DIRECTIONS » Pictures do not belong in the copy; retype the records below exactly.

===== DATA FOR REVIEW

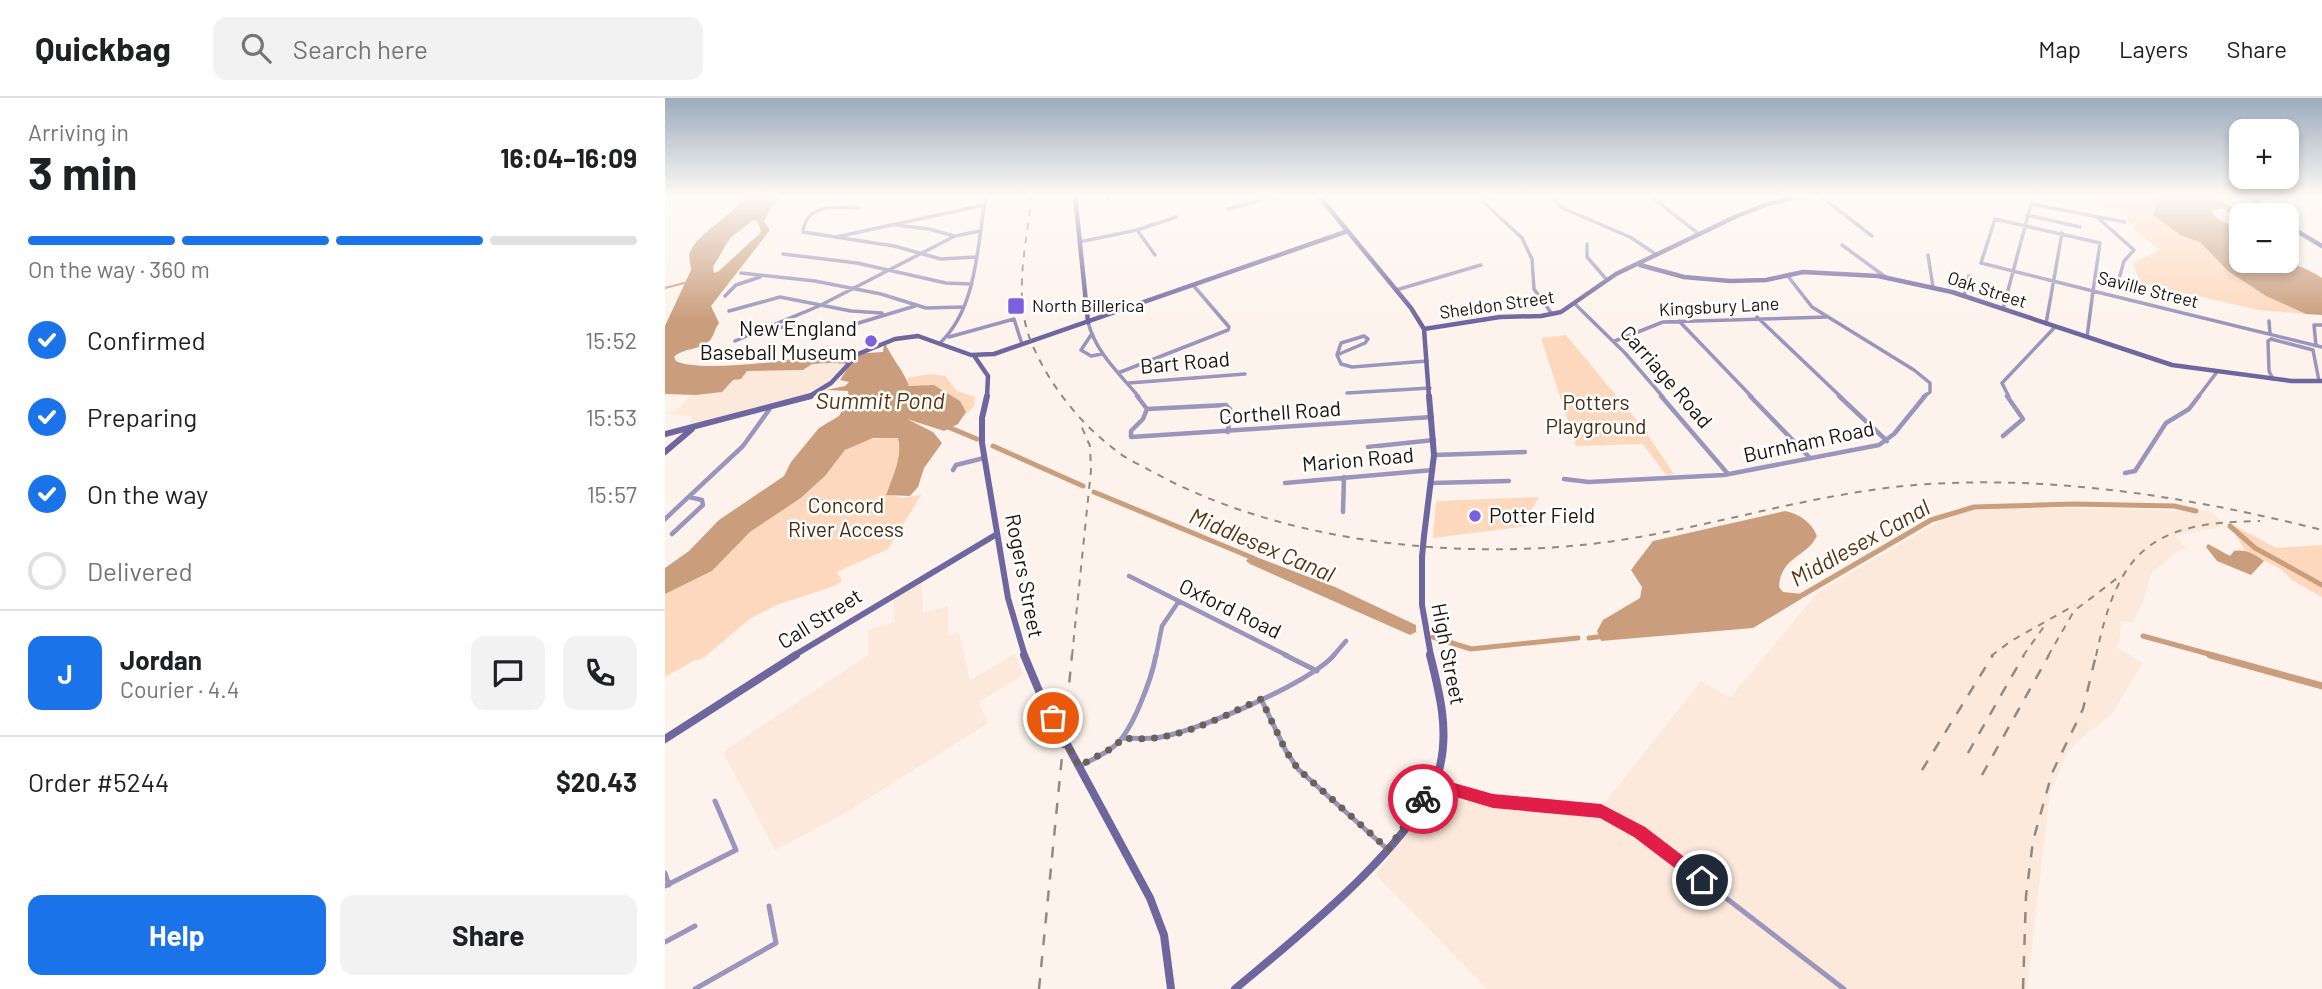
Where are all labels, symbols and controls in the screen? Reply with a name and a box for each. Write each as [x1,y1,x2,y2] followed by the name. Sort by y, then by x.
[213,17,703,80] search box
[35,28,171,68] text: Quickbag
[237,29,275,67] icon: search
[293,33,428,64] text: Search here
[2038,34,2081,63] text: Map
[2119,34,2188,63] text: Layers
[2226,34,2287,63] text: Share
[28,118,129,146] text: Arriving in
[2229,119,2299,273] map controls
[2229,119,2299,189] button: +
[500,142,637,173] text: 16:04–16:09
[28,144,137,199] text: 3 min
[2229,203,2299,273] button: −
[28,255,210,283] text: On the way · 360 m
[1945,266,2030,312] street label: Oak Street
[2095,266,2201,312] street label: Saville Street
[1438,285,1556,323] street label: Sheldon Street
[1658,292,1780,320] street label: Kingsbury Lane
[1032,294,1144,316] place label: North Billerica
[1006,296,1026,316] marker: North Billerica
[700,315,857,364] place label: New England Baseball Museum
[1616,320,1718,432] street label: Carriage Road
[28,321,66,359] icon: check
[87,324,206,355] text: Confirmed
[585,326,637,354] text: 15:52
[863,333,879,349] marker: New England Baseball Museum
[1139,345,1231,378] street label: Bart Road
[815,386,945,414] water label: Summit Pond
[1545,389,1647,438] park label: Potters Playground
[1218,395,1342,428] street label: Corthell Road
[28,398,66,436] icon: check
[87,401,197,432] text: Preparing
[586,403,637,431] text: 15:53
[1741,414,1876,467] street label: Burnham Road
[1301,441,1415,476] street label: Marion Road
[28,475,66,513] icon: check
[87,478,208,509] text: On the way
[587,480,637,508] text: 15:57
[788,492,904,541] park label: Concord River Access
[1785,492,1934,592] water label: Middlesex Canal
[1186,501,1339,587] water label: Middlesex Canal
[1489,502,1595,527] place label: Potter Field
[1467,508,1483,524] marker: Potter Field
[1001,512,1050,640] street label: Rogers Street
[87,555,193,586] text: Delivered
[1175,572,1286,643] street label: Oxford Road
[772,582,866,653] street label: Call Street
[1427,601,1472,707] street label: High Street
[471,636,545,710] button: chat
[563,636,637,710] button: phone
[120,644,202,675] text: Jordan
[57,658,73,689] text: J
[120,675,239,703] text: Courier · 4.4
[1023,688,1083,748] pin
[1034,699,1072,737] icon: bag
[1388,764,1458,834] courier
[28,766,169,797] text: Order #5244
[556,766,637,797] text: $20.43
[1404,780,1442,818] icon: bike
[1672,850,1732,910] pin
[1683,861,1721,899] icon: home
[28,895,326,975] button: Help
[340,895,637,975] button: Share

==========

SOLUTION FOR THIS TASK »
Where are all labels, symbols and controls in the screen? Reply with a name and a box for each. Write each as [x1,y1,x2,y2] followed by the name. Sort by y, then by x.
[213,17,703,80] search box
[35,28,171,68] text: Quickbag
[237,29,275,67] icon: search
[293,33,428,64] text: Search here
[2038,34,2081,63] text: Map
[2119,34,2188,63] text: Layers
[2226,34,2287,63] text: Share
[28,118,129,146] text: Arriving in
[2229,119,2299,273] map controls
[2229,119,2299,189] button: +
[500,142,637,173] text: 16:04–16:09
[28,144,137,199] text: 3 min
[2229,203,2299,273] button: −
[28,255,210,283] text: On the way · 360 m
[1945,266,2030,312] street label: Oak Street
[2095,266,2201,312] street label: Saville Street
[1438,285,1556,323] street label: Sheldon Street
[1658,292,1780,320] street label: Kingsbury Lane
[1032,294,1144,316] place label: North Billerica
[1006,296,1026,316] marker: North Billerica
[700,315,857,364] place label: New England Baseball Museum
[1616,320,1718,432] street label: Carriage Road
[28,321,66,359] icon: check
[87,324,206,355] text: Confirmed
[585,326,637,354] text: 15:52
[863,333,879,349] marker: New England Baseball Museum
[1139,345,1231,378] street label: Bart Road
[815,386,945,414] water label: Summit Pond
[1545,389,1647,438] park label: Potters Playground
[1218,395,1342,428] street label: Corthell Road
[28,398,66,436] icon: check
[87,401,197,432] text: Preparing
[586,403,637,431] text: 15:53
[1741,414,1876,467] street label: Burnham Road
[1301,441,1415,476] street label: Marion Road
[28,475,66,513] icon: check
[87,478,208,509] text: On the way
[587,480,637,508] text: 15:57
[788,492,904,541] park label: Concord River Access
[1785,492,1934,592] water label: Middlesex Canal
[1186,501,1339,587] water label: Middlesex Canal
[1489,502,1595,527] place label: Potter Field
[1467,508,1483,524] marker: Potter Field
[1001,512,1050,640] street label: Rogers Street
[87,555,193,586] text: Delivered
[1175,572,1286,643] street label: Oxford Road
[772,582,866,653] street label: Call Street
[1427,601,1472,707] street label: High Street
[471,636,545,710] button: chat
[563,636,637,710] button: phone
[120,644,202,675] text: Jordan
[57,658,73,689] text: J
[120,675,239,703] text: Courier · 4.4
[1023,688,1083,748] pin
[1034,699,1072,737] icon: bag
[1388,764,1458,834] courier
[28,766,169,797] text: Order #5244
[556,766,637,797] text: $20.43
[1404,780,1442,818] icon: bike
[1672,850,1732,910] pin
[1683,861,1721,899] icon: home
[28,895,326,975] button: Help
[340,895,637,975] button: Share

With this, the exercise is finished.